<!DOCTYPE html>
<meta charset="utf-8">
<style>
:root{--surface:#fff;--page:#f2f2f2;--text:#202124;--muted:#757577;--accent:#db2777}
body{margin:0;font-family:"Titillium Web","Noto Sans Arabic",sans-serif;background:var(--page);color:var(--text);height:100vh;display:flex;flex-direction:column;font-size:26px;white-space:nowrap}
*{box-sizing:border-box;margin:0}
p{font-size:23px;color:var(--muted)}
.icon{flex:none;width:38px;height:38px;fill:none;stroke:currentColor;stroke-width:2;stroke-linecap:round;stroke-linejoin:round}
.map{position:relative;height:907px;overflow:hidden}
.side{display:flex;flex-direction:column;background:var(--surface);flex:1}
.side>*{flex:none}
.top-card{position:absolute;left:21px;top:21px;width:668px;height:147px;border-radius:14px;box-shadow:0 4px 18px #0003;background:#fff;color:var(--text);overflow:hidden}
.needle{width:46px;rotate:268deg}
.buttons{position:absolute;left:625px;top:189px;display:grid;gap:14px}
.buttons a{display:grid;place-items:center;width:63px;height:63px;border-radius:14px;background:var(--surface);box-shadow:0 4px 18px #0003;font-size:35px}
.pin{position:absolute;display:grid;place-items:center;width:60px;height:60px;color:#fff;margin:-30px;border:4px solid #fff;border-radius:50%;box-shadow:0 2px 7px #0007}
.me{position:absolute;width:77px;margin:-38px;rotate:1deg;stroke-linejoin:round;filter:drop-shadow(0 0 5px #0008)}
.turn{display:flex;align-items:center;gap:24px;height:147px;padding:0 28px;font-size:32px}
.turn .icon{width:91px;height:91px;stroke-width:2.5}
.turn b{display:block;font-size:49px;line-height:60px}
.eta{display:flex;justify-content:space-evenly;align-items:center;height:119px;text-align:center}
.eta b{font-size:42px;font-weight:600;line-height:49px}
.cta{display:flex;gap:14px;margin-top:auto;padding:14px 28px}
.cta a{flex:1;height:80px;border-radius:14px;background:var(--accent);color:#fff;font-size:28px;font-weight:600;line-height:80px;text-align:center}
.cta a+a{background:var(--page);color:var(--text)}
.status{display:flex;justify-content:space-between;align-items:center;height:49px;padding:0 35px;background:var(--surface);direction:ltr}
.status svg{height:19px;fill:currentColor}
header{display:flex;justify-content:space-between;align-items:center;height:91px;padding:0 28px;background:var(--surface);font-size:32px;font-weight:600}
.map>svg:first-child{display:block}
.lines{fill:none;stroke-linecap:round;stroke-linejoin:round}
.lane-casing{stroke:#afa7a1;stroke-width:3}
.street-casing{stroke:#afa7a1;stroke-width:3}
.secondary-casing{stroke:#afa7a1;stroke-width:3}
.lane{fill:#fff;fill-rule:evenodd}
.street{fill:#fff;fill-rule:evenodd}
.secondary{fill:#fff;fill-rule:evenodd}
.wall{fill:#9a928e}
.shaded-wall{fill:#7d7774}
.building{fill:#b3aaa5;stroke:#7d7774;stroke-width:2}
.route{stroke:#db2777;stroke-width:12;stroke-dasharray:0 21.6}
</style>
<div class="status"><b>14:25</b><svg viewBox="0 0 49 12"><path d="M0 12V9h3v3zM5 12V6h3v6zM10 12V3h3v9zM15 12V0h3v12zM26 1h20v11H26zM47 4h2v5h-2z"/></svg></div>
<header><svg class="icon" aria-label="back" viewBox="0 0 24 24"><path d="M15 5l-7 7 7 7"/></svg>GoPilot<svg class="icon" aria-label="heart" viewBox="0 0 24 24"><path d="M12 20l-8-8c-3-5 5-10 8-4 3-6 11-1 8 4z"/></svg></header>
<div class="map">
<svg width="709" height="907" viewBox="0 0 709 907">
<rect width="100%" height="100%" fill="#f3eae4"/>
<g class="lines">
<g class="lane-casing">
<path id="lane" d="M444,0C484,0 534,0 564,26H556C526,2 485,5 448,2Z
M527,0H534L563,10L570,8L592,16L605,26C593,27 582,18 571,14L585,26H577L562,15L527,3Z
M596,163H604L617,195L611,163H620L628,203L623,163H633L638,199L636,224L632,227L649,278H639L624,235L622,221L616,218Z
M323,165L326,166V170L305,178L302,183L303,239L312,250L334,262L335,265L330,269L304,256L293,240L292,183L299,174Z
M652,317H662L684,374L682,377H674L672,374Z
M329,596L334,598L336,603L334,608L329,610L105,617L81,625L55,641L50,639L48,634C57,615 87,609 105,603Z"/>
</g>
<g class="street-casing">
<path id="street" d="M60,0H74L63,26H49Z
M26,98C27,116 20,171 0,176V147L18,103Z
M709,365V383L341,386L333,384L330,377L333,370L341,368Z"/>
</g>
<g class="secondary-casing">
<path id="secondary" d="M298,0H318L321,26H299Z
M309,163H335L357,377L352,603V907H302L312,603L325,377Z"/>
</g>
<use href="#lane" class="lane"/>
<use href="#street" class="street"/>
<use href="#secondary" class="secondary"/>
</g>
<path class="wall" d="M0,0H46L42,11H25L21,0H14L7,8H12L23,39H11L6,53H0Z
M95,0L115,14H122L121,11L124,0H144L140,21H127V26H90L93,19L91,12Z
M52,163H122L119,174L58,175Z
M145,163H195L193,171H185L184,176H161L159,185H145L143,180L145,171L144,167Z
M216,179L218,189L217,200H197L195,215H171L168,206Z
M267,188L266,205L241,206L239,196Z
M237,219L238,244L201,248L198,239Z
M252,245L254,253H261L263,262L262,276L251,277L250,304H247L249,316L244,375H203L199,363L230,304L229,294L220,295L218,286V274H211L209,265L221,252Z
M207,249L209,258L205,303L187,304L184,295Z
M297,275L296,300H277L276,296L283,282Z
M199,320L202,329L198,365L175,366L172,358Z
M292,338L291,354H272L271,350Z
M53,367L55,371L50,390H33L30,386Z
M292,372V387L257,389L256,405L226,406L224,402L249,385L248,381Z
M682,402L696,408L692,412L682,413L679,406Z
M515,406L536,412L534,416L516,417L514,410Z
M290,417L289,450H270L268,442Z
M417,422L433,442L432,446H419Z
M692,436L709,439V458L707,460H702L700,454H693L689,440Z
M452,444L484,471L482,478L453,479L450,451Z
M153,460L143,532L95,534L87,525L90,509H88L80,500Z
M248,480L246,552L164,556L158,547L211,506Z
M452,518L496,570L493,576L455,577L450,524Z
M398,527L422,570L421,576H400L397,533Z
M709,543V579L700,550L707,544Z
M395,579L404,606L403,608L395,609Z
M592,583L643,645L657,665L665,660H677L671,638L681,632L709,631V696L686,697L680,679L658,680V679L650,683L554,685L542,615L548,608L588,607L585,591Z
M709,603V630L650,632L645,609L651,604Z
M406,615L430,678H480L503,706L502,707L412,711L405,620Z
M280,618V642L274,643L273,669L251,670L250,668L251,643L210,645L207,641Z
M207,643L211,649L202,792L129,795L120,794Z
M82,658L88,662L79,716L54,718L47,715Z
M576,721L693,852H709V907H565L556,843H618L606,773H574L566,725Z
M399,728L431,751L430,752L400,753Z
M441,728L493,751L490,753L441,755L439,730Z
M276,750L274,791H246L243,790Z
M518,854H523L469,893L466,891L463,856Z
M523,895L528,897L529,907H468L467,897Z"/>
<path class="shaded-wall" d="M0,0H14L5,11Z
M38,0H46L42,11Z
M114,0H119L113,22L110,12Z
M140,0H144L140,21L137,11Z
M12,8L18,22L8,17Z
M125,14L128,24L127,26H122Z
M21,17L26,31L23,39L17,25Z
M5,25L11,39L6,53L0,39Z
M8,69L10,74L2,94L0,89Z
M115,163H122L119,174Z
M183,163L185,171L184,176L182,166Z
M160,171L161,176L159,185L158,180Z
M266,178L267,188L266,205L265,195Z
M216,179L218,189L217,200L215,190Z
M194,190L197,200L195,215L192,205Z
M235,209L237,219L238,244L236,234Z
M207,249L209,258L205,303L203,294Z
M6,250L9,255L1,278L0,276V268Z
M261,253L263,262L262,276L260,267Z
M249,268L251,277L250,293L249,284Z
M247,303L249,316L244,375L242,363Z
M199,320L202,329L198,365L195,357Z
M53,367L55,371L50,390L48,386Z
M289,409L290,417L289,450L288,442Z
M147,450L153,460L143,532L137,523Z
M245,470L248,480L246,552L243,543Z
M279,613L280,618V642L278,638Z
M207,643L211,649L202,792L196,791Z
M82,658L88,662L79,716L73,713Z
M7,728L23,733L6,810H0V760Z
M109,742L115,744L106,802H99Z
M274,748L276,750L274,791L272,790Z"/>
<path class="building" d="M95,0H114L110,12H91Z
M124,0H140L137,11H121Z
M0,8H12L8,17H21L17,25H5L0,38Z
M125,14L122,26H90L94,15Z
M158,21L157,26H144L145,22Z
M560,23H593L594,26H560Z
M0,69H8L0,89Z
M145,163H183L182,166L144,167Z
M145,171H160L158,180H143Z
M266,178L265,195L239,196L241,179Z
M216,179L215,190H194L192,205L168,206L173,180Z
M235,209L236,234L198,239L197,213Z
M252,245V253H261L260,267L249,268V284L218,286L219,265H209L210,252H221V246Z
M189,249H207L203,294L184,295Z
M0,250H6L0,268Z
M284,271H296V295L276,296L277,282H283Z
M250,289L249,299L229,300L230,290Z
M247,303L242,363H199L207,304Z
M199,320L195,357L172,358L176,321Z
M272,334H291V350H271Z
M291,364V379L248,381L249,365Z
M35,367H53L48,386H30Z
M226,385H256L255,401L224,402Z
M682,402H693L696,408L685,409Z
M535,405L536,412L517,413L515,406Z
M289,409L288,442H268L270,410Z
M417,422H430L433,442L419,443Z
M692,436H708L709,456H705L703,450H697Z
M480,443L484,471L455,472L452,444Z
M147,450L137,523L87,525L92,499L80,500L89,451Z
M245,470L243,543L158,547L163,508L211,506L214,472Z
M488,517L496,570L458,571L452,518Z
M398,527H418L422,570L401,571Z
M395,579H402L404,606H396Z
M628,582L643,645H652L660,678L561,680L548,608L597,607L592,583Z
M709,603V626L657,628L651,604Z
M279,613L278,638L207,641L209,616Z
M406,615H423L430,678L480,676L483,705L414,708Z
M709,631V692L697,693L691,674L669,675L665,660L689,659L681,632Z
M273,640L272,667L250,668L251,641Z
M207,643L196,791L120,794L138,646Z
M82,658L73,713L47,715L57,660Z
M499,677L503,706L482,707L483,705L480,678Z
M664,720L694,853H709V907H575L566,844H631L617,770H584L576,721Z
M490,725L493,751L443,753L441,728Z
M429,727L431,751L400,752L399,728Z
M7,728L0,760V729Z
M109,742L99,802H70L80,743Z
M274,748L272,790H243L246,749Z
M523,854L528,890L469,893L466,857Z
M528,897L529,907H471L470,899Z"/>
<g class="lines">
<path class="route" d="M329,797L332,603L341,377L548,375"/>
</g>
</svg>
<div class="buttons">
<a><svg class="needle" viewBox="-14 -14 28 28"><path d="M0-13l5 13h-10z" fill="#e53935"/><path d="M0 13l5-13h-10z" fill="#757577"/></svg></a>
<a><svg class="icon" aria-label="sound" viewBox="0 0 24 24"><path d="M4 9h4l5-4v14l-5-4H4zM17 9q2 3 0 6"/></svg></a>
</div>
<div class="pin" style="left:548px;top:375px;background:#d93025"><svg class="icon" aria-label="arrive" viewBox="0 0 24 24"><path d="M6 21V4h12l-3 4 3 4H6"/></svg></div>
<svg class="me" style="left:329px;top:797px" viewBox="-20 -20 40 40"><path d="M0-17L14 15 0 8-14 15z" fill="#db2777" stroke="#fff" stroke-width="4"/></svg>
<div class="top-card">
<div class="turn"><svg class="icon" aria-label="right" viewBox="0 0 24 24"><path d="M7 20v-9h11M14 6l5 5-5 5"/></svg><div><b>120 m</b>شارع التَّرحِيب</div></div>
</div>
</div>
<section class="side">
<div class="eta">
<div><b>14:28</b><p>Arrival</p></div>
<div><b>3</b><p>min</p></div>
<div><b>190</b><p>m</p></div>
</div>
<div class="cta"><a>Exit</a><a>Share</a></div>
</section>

● ● ● ●

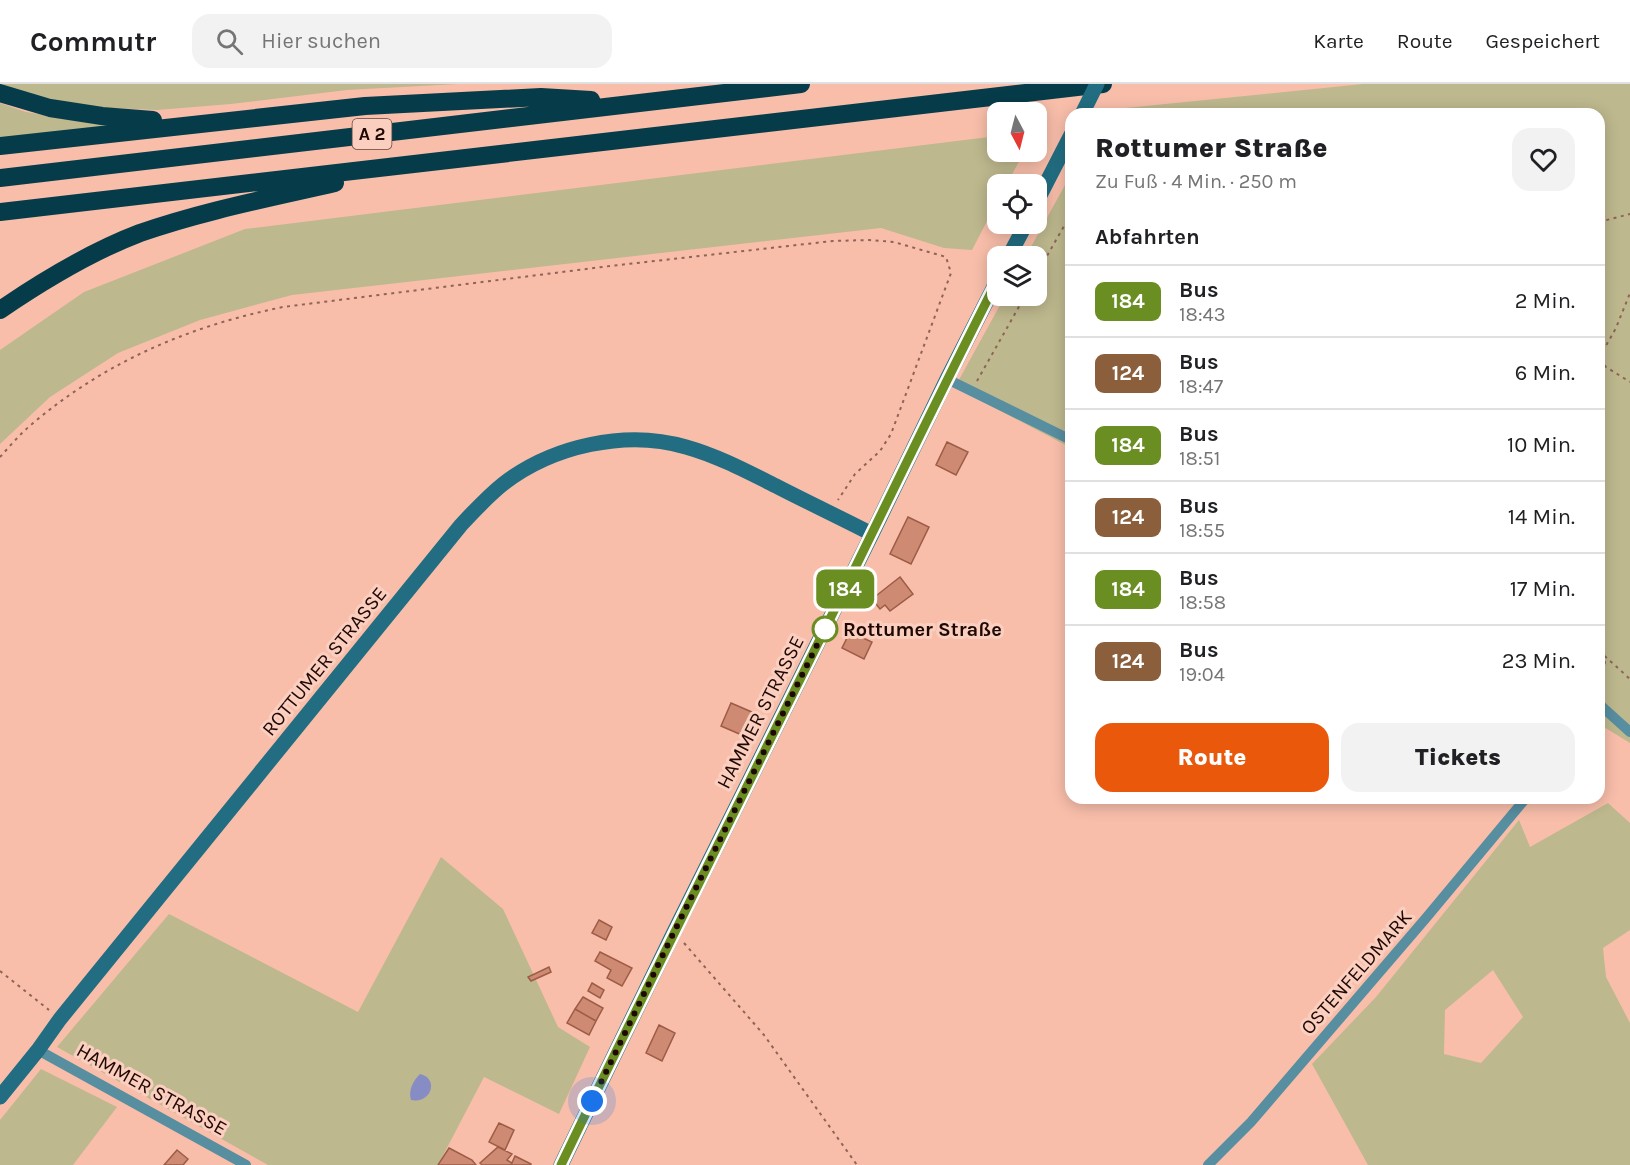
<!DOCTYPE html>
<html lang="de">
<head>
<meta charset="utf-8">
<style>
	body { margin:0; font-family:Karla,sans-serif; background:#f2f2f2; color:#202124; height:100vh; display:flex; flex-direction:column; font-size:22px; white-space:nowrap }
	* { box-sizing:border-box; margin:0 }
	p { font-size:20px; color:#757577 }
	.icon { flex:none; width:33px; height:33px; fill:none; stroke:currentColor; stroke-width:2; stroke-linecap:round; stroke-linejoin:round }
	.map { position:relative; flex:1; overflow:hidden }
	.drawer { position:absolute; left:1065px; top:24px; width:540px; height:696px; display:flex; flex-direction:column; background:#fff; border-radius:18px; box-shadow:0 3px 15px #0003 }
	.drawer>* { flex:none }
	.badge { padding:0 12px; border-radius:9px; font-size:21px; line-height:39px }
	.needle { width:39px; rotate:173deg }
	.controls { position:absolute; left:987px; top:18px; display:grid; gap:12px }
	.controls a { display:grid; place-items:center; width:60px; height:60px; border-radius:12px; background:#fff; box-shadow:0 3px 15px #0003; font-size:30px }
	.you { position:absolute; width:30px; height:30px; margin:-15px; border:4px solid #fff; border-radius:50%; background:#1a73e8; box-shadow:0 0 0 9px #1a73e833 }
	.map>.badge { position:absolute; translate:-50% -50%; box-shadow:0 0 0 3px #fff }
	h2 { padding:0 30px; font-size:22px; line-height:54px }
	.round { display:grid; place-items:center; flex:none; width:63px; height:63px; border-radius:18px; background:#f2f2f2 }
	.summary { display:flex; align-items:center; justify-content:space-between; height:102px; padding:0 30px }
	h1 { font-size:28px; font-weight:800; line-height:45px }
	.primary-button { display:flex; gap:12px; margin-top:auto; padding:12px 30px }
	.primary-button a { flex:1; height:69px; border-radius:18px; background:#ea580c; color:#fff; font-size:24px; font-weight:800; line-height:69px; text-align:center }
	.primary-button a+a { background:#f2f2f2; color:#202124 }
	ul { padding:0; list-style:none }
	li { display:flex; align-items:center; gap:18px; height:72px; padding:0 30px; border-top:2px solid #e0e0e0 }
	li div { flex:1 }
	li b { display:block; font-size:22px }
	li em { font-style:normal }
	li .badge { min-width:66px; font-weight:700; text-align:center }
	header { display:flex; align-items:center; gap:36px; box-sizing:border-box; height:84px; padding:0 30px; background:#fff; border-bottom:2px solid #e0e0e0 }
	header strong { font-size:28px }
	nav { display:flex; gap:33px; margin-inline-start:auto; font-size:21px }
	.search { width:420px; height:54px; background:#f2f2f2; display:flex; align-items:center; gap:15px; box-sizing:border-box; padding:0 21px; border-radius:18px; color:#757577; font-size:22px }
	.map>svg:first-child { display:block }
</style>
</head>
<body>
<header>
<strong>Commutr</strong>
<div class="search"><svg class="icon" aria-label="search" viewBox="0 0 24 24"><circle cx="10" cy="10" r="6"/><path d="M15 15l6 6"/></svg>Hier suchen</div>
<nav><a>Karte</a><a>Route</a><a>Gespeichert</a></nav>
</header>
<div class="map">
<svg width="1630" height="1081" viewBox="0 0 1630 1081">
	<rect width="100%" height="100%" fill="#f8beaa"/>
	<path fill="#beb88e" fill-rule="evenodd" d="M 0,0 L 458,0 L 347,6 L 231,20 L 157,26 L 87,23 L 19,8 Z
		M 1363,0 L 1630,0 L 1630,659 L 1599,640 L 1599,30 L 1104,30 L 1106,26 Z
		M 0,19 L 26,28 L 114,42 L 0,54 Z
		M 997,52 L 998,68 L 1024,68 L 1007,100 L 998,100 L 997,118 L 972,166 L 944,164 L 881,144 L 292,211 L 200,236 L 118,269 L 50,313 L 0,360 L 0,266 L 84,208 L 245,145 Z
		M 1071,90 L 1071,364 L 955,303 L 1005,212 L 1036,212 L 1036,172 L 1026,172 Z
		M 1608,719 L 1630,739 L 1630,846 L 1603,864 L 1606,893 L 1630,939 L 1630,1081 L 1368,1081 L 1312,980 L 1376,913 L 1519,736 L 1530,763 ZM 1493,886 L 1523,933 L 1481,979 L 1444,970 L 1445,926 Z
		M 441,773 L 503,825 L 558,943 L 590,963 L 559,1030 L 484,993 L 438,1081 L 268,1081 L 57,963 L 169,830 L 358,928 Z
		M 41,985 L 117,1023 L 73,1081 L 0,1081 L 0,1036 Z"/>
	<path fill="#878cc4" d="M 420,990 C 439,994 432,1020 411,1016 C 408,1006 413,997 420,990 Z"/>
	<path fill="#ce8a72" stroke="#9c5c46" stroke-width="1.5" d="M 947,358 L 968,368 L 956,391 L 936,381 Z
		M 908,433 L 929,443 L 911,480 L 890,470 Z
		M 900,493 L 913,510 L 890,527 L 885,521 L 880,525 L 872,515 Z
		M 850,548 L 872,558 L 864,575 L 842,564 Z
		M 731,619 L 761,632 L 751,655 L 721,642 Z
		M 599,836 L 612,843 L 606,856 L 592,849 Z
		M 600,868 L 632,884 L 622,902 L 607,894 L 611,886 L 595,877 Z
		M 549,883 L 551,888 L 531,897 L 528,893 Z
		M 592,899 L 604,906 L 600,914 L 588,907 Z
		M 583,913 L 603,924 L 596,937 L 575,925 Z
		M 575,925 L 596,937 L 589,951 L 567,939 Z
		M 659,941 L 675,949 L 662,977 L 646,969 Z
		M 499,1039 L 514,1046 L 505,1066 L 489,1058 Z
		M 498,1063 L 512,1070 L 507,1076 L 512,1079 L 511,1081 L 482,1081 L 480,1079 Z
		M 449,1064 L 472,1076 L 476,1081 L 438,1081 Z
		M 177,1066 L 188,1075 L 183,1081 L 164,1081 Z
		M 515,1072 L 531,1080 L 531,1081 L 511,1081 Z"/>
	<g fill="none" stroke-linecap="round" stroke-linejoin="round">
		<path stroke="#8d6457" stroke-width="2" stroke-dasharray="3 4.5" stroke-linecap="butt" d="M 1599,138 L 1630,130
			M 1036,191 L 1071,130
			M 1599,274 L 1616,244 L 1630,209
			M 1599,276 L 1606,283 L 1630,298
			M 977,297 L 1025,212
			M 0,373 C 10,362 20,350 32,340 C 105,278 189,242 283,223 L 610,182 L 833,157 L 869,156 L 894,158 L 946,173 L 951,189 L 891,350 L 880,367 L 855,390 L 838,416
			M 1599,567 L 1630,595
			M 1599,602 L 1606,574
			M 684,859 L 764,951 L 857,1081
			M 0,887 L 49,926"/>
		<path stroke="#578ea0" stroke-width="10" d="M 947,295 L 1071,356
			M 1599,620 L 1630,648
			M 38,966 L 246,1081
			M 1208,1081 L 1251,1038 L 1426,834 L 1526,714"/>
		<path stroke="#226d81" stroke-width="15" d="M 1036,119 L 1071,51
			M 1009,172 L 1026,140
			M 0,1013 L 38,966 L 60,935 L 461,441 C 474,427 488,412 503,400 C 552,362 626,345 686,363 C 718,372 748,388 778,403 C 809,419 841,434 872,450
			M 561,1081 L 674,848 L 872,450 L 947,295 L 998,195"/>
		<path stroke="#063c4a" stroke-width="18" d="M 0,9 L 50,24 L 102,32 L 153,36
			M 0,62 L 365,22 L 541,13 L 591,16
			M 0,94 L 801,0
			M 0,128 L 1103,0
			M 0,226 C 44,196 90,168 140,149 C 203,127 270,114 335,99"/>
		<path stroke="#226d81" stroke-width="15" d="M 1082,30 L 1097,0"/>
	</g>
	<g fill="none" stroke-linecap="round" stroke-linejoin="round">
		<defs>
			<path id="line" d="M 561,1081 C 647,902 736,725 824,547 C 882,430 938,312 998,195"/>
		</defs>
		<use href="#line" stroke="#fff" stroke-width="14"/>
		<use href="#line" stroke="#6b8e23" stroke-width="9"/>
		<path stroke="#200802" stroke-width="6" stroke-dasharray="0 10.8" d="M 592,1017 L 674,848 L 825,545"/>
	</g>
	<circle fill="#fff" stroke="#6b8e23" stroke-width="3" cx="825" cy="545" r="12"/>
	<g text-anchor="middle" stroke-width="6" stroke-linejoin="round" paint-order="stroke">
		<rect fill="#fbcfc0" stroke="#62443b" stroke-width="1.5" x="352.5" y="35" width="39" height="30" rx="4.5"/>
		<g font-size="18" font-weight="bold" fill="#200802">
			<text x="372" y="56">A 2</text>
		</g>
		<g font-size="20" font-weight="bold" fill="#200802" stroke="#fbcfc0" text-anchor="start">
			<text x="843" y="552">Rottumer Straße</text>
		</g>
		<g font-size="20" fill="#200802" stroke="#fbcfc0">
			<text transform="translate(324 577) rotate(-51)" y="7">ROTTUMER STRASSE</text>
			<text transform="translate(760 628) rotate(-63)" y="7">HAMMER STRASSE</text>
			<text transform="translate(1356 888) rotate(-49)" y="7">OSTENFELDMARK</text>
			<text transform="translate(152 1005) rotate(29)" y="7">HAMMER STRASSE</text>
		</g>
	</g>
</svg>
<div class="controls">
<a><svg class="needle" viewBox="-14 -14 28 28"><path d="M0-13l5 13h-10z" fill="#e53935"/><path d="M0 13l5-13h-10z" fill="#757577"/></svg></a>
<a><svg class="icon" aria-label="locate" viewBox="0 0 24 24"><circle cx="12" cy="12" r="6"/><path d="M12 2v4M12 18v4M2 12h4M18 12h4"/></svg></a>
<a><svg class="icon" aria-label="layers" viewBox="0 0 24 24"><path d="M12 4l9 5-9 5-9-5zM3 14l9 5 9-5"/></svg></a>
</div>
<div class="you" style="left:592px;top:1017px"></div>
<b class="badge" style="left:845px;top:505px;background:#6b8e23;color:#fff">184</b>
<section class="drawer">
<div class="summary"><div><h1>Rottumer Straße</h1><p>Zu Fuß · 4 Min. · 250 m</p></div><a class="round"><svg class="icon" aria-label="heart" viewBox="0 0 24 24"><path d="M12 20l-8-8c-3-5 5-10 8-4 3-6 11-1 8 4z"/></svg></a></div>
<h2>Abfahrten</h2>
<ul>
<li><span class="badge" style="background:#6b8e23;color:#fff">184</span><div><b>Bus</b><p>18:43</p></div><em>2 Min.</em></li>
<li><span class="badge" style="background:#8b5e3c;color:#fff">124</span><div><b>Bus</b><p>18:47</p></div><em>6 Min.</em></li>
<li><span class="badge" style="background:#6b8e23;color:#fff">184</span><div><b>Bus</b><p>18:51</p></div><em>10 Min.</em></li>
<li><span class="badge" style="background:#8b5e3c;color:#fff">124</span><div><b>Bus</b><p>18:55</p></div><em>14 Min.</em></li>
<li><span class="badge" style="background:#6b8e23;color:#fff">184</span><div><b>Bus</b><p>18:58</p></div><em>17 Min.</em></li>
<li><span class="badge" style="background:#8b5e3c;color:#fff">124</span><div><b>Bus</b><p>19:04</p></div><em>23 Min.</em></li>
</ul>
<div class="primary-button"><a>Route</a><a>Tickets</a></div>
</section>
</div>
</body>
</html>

● ● ● ●

Goal of the exercise
Take from the material every line that holds "strong".

Result of the exercise
	header strong { font-size:28px }
<strong>Commutr</strong>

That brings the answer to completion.